Copy out all lines of the listing below that hold "linejoin".

* _Material supplied_
§

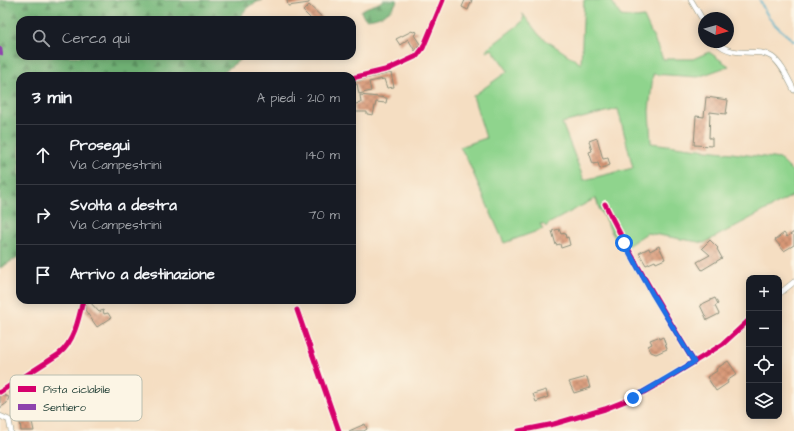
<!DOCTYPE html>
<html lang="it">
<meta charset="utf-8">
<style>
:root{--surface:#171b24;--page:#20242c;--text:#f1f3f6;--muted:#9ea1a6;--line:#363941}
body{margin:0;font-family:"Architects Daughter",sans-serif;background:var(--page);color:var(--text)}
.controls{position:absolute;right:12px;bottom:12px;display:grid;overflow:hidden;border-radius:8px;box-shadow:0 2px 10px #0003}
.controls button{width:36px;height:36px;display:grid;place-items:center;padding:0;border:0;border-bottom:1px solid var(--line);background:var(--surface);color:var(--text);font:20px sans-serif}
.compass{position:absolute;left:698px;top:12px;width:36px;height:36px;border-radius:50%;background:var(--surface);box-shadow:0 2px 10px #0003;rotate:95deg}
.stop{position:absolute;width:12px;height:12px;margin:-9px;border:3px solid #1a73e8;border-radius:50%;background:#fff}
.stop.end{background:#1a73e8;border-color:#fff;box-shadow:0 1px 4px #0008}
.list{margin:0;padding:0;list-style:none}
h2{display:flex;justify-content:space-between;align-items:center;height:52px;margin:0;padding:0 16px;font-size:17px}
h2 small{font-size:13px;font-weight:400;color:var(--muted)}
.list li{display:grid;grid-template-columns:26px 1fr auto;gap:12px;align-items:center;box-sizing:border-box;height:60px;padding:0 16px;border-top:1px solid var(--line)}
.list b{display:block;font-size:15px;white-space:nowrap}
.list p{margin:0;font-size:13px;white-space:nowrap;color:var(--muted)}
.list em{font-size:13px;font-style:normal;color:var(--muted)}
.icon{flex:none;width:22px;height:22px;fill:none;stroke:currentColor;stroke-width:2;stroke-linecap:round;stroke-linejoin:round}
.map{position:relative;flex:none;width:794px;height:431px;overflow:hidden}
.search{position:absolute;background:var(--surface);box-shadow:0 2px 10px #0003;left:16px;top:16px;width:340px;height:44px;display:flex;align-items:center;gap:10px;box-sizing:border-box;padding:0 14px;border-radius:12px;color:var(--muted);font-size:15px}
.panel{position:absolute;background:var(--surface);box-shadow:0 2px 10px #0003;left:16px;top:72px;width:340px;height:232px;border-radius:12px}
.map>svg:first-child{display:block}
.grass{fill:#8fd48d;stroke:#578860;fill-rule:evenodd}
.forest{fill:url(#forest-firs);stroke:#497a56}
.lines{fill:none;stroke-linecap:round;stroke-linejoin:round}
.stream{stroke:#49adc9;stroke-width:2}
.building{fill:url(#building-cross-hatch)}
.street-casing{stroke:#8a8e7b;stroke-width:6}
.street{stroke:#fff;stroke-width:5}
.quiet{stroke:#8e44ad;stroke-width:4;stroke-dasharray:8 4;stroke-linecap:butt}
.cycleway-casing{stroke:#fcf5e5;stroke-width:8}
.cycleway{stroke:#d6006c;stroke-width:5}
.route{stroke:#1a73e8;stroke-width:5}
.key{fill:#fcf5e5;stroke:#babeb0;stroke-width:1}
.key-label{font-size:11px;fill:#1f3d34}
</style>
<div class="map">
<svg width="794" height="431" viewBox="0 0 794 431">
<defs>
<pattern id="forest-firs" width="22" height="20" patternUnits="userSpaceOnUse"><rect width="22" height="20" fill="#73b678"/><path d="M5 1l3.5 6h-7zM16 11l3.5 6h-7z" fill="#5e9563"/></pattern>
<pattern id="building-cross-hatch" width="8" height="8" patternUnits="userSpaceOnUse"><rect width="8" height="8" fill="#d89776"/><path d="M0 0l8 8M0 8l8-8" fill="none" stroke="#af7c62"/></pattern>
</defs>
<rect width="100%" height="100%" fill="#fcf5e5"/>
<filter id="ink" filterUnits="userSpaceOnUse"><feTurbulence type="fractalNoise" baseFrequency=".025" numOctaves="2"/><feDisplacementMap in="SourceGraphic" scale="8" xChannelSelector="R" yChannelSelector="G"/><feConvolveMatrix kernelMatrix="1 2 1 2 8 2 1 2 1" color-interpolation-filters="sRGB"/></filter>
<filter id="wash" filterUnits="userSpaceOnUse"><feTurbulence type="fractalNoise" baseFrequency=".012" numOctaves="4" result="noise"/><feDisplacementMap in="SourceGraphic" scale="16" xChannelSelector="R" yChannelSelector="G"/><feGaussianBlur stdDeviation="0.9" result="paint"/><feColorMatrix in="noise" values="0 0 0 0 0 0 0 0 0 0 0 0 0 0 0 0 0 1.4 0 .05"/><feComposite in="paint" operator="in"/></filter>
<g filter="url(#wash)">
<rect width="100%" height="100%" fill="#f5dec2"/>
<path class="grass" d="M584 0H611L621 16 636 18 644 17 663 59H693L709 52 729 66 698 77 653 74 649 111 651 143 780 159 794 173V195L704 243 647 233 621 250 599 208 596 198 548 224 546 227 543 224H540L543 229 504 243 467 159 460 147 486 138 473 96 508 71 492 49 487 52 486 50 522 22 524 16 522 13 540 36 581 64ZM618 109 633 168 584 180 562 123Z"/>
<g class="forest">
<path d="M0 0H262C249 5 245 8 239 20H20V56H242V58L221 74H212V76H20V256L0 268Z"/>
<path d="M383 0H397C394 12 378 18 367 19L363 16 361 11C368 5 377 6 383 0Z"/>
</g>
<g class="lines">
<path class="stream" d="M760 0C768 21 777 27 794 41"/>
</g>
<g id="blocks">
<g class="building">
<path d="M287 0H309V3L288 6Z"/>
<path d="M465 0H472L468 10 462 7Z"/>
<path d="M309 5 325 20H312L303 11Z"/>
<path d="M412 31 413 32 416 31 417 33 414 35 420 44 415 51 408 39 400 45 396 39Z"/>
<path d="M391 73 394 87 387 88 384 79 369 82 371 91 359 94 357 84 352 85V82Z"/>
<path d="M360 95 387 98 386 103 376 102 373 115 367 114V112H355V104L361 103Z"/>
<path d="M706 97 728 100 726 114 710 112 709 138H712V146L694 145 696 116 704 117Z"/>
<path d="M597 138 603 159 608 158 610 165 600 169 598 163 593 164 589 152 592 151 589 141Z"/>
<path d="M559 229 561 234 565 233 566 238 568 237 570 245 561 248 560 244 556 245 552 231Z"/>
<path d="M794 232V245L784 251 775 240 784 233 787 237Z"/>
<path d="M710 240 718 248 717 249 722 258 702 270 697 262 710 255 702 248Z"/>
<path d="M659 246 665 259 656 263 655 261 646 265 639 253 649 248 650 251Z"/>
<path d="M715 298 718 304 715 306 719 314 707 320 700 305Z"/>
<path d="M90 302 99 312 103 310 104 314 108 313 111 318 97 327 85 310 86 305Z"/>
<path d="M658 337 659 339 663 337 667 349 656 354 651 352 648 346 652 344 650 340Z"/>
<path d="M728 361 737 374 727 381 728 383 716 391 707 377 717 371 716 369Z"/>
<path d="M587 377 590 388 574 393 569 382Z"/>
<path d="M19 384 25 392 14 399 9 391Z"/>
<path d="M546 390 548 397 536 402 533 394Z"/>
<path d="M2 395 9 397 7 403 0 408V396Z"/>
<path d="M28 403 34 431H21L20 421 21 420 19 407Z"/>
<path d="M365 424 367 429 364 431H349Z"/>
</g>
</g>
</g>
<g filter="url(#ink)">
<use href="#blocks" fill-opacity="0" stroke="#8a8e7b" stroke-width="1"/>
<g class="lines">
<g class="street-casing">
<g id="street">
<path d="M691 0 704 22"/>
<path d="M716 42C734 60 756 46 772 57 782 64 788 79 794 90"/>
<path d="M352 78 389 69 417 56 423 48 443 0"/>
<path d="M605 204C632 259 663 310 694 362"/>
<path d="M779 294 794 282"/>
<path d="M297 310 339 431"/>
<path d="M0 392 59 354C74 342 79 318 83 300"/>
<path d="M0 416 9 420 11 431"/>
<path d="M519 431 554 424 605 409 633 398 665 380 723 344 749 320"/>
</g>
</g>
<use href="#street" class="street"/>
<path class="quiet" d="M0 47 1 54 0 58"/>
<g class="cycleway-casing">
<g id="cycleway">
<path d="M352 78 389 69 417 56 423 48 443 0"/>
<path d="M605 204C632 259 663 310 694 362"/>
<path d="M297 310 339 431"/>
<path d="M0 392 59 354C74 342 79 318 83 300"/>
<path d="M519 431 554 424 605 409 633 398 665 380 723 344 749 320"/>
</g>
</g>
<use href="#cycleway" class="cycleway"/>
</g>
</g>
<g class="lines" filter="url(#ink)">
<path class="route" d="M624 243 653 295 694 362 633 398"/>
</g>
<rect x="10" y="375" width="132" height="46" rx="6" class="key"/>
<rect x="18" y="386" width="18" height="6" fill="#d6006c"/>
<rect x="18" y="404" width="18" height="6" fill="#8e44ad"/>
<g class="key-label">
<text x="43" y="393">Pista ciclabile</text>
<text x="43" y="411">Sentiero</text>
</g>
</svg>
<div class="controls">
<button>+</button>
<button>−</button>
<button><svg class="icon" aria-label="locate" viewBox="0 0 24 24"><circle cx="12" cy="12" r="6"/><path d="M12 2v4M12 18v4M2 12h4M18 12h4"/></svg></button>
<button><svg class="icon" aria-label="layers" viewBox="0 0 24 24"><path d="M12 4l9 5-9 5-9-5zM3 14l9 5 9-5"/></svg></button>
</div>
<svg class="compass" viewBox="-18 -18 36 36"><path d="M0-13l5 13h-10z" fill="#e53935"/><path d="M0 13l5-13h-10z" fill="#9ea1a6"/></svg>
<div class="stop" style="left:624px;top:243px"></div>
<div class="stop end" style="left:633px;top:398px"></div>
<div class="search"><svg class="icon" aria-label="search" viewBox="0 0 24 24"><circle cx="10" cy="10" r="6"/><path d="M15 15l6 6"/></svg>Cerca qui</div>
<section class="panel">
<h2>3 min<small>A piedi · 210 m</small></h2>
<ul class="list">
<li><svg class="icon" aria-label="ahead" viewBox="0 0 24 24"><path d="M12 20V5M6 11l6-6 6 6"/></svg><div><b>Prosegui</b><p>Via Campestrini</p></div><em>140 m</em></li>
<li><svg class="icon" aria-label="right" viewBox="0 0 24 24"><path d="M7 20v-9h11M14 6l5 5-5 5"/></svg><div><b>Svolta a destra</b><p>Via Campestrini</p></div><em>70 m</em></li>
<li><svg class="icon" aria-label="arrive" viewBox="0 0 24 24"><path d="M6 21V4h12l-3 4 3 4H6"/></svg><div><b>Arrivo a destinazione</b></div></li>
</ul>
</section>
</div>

§

* _Answer for this exercise_
.icon{flex:none;width:22px;height:22px;fill:none;stroke:currentColor;stroke-width:2;stroke-linecap:round;stroke-linejoin:round}
.lines{fill:none;stroke-linecap:round;stroke-linejoin:round}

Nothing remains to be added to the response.